From explaining the steps involved in creating a knowledge base for a RAG model to teaching the participants to use RAG effectively to get accurate answers, the workshop was informative and engaging.

They used MongoDB Atlas, Google Collab, etc., to create a hands-on experience for the session. Demonstrations with and without RAG were made to let the participants know how helpful RAG will be while training LLMs to get relevant responses.

Session 3: Fine-tuning LLMs: Exploring LoRA and QLoRA

Presented by: Pranav Reddy, Co-Founder & CIO, Xylem AI

The final session of the Open LLM Day took the participants into exploring the modern techniques in fine-tuning LLMs and discussed some of the methods in PEFT (Parameter-Efficient Fine Tuning)

Beginning with a series of elaborate explanations on some of the fundamentals in fine-tuning, some of the key concepts discussed during this session include:

Introduction to fine-tuning
Difference between RAG and Fine-tuning
When should we go for prompt tuning?
How effective LoRA and QLoRA are?

Fine-tuning is expensive and resource-consuming and must be performed by keeping several things in mind.
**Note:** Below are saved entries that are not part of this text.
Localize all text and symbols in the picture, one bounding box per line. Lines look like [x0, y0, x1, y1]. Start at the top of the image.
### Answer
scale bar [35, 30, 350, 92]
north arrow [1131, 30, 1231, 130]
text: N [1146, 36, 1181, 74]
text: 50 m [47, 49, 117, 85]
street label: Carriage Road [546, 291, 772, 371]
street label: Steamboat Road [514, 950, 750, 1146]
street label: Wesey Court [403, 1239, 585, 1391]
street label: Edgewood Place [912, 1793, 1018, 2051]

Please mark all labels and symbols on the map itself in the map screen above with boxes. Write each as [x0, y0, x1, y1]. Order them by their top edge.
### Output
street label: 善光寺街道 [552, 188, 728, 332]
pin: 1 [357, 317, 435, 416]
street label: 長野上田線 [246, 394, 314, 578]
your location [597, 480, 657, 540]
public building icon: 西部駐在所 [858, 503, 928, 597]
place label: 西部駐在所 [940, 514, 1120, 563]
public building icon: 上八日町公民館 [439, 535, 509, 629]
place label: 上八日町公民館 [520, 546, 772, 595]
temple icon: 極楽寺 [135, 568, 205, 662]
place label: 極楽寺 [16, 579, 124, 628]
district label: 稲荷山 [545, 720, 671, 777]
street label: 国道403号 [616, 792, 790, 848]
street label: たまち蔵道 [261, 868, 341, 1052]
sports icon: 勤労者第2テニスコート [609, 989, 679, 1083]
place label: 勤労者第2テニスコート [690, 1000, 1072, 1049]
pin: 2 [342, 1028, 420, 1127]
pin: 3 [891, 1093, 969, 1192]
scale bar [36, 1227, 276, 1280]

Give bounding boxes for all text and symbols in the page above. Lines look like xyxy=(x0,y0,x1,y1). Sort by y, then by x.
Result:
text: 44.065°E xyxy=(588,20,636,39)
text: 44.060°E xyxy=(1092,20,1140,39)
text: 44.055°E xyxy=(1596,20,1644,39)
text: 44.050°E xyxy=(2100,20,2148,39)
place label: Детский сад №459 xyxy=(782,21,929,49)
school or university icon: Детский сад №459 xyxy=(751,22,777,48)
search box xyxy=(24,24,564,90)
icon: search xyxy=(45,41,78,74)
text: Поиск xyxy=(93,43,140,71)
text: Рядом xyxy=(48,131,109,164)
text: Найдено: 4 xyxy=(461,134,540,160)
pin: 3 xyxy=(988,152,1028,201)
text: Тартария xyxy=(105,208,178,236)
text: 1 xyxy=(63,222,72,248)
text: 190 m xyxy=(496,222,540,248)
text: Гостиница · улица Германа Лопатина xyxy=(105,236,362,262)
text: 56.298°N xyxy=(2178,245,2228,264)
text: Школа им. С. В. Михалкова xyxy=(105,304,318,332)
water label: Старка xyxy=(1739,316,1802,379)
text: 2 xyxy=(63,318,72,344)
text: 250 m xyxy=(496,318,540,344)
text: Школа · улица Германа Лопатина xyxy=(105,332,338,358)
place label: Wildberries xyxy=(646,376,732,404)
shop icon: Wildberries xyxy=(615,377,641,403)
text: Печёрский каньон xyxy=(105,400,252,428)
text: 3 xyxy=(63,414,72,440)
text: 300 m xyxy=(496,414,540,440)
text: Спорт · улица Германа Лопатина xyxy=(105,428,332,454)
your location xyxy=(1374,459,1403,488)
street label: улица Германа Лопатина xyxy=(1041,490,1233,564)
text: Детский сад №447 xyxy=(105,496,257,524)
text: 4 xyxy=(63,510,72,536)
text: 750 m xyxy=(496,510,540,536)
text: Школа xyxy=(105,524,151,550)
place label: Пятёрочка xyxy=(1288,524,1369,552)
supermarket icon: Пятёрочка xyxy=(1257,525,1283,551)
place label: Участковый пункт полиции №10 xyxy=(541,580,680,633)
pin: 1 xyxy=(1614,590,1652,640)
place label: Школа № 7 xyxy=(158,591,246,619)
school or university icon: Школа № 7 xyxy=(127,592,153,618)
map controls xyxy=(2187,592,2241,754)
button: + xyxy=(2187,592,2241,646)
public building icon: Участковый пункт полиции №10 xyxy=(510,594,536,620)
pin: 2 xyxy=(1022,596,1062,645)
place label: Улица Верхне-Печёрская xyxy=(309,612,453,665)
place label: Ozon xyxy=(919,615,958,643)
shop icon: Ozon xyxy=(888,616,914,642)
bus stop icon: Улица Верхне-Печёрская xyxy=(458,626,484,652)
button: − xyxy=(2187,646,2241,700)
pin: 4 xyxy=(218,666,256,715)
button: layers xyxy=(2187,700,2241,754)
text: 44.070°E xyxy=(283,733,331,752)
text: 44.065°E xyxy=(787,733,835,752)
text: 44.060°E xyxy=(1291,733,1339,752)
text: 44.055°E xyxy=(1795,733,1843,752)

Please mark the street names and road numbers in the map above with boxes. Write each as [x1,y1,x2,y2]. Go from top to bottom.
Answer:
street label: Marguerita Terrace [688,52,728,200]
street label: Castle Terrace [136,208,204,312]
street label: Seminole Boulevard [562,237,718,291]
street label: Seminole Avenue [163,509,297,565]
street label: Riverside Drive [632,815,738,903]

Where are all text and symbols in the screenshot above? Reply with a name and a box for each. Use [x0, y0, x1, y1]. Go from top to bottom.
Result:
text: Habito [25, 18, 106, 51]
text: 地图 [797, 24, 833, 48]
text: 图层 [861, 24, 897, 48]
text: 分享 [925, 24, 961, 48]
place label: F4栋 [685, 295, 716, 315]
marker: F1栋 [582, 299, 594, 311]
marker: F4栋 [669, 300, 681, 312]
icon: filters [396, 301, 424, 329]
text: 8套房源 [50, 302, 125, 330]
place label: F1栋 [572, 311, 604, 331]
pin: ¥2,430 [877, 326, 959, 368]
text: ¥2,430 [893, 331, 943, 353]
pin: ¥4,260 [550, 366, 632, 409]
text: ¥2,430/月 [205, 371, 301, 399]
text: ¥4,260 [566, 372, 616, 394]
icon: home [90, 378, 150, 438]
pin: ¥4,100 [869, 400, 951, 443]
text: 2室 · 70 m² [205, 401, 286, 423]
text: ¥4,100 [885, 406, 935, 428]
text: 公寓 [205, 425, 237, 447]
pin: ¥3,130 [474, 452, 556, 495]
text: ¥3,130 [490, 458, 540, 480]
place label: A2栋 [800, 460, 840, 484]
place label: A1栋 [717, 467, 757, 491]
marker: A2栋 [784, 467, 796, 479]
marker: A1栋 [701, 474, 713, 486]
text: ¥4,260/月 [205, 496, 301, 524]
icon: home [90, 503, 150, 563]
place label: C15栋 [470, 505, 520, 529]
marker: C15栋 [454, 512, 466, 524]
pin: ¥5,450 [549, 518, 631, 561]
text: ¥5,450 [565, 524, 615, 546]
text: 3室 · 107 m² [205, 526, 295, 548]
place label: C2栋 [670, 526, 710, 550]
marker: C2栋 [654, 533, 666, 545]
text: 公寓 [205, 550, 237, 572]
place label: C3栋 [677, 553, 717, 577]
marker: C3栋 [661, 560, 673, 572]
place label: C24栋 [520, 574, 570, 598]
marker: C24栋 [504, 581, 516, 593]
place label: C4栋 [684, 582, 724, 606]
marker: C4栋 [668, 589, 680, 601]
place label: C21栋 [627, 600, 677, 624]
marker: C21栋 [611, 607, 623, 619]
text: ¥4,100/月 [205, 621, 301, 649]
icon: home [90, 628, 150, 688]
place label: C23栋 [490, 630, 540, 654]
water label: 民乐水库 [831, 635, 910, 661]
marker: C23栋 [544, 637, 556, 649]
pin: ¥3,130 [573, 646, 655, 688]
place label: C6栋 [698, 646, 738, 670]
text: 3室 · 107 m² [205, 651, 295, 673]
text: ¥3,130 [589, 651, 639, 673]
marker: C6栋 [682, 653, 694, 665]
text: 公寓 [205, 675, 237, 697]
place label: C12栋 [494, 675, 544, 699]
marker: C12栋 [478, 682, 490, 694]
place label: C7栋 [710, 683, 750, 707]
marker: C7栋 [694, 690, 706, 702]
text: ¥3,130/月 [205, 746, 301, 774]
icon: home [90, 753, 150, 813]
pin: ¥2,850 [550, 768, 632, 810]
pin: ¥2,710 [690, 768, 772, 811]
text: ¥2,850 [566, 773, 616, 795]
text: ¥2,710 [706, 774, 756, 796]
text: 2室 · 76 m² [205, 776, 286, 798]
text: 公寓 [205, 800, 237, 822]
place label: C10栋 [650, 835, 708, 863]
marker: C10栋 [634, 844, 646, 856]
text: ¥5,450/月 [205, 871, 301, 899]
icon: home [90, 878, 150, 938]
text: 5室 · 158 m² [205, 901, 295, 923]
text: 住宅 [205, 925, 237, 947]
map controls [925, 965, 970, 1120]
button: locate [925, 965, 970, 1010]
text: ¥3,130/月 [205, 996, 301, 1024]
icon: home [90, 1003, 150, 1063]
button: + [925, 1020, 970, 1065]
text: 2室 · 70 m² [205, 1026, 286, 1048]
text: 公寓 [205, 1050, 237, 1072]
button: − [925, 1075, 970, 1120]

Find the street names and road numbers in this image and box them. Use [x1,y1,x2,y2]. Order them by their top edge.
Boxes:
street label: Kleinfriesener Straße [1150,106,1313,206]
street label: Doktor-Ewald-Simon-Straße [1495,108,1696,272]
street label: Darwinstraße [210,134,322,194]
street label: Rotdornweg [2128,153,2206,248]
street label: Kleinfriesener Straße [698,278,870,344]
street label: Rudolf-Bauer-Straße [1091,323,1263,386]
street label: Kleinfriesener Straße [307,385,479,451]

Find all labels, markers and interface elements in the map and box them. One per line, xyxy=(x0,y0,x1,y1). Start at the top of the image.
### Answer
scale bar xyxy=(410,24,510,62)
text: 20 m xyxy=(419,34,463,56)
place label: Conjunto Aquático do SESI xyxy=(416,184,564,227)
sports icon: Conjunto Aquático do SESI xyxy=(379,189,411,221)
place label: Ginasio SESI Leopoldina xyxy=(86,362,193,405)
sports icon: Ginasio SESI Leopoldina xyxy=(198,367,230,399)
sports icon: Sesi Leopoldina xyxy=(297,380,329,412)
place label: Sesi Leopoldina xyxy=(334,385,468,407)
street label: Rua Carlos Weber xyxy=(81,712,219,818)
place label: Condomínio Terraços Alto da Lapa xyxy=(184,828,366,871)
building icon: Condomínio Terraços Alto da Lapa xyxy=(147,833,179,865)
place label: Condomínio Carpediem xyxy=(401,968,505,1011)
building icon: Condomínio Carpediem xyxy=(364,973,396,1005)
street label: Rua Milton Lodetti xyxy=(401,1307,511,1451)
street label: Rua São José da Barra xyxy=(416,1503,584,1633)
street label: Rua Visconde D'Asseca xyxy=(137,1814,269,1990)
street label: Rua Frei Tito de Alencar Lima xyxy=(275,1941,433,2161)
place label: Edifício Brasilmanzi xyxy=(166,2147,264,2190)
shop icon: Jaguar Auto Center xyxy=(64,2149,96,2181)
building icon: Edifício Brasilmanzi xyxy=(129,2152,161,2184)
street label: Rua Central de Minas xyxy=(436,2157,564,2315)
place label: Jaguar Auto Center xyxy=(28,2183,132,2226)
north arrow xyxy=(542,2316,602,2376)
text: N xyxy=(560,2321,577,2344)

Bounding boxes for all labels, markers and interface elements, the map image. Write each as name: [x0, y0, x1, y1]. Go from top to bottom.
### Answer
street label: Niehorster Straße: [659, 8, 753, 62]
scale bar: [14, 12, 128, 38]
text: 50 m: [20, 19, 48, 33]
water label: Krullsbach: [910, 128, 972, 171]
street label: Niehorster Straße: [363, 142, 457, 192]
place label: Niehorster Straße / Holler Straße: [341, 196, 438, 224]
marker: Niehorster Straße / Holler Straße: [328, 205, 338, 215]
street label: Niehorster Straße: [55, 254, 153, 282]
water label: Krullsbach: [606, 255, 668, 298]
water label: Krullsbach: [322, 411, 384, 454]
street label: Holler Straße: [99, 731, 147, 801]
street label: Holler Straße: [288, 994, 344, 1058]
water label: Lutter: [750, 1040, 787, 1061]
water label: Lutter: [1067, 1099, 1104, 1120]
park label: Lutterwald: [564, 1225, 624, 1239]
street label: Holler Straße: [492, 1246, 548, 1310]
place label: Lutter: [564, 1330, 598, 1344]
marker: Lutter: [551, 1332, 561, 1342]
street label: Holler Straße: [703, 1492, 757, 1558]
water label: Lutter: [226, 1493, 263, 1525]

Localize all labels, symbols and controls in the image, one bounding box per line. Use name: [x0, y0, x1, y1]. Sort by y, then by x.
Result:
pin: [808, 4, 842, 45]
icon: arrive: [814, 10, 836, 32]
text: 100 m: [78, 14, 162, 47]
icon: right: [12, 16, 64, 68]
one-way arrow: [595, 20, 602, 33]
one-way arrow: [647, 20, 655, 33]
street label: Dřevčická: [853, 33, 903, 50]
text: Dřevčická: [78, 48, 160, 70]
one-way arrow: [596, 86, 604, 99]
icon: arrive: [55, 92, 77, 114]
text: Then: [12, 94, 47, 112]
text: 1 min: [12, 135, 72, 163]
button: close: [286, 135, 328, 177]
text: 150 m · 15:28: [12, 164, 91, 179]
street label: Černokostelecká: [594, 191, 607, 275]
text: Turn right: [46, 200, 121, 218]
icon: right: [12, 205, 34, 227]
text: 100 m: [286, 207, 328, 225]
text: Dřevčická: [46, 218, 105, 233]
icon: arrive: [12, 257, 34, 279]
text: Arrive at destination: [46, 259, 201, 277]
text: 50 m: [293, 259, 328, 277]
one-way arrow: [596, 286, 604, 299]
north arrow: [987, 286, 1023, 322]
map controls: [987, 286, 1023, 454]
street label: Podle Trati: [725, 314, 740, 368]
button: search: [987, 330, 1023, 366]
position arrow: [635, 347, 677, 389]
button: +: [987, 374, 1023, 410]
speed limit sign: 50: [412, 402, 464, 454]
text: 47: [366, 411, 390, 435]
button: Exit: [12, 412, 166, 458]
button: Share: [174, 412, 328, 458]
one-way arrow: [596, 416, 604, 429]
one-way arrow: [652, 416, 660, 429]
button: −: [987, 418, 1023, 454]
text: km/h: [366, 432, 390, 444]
Therefore, PEFT methods like LoRA and QLoRA help developers and coders improve performance, reduce the computational power needed to fine-tune LLMs, and handle storage-related problems.

LoRA refers to Low-Rank Adaption, a PEFT method that uses the concept of matrix ranking to fine-tune an LLM.

So, the session explored how the rank-decomposition step happens when we implement LoRA to fine-tune an LLM. From explaining the equation behind this rank decomposition of the original matrix of the LLM to how this step reduces the checkpoints, everything about LoRA was discussed.

Conclusion

With all these sessions throwing light on different aspects of open-source LLM fine-tuning and benchmarking their performance for NL-to-SQL tasks, everyone had an informative and engaging day while attending the Open LLM Day. That said, we still have a long way to go when it comes to optimizing resources for training, fine-tuning, and benchmarking an LLM for NL-to-SQL tasks!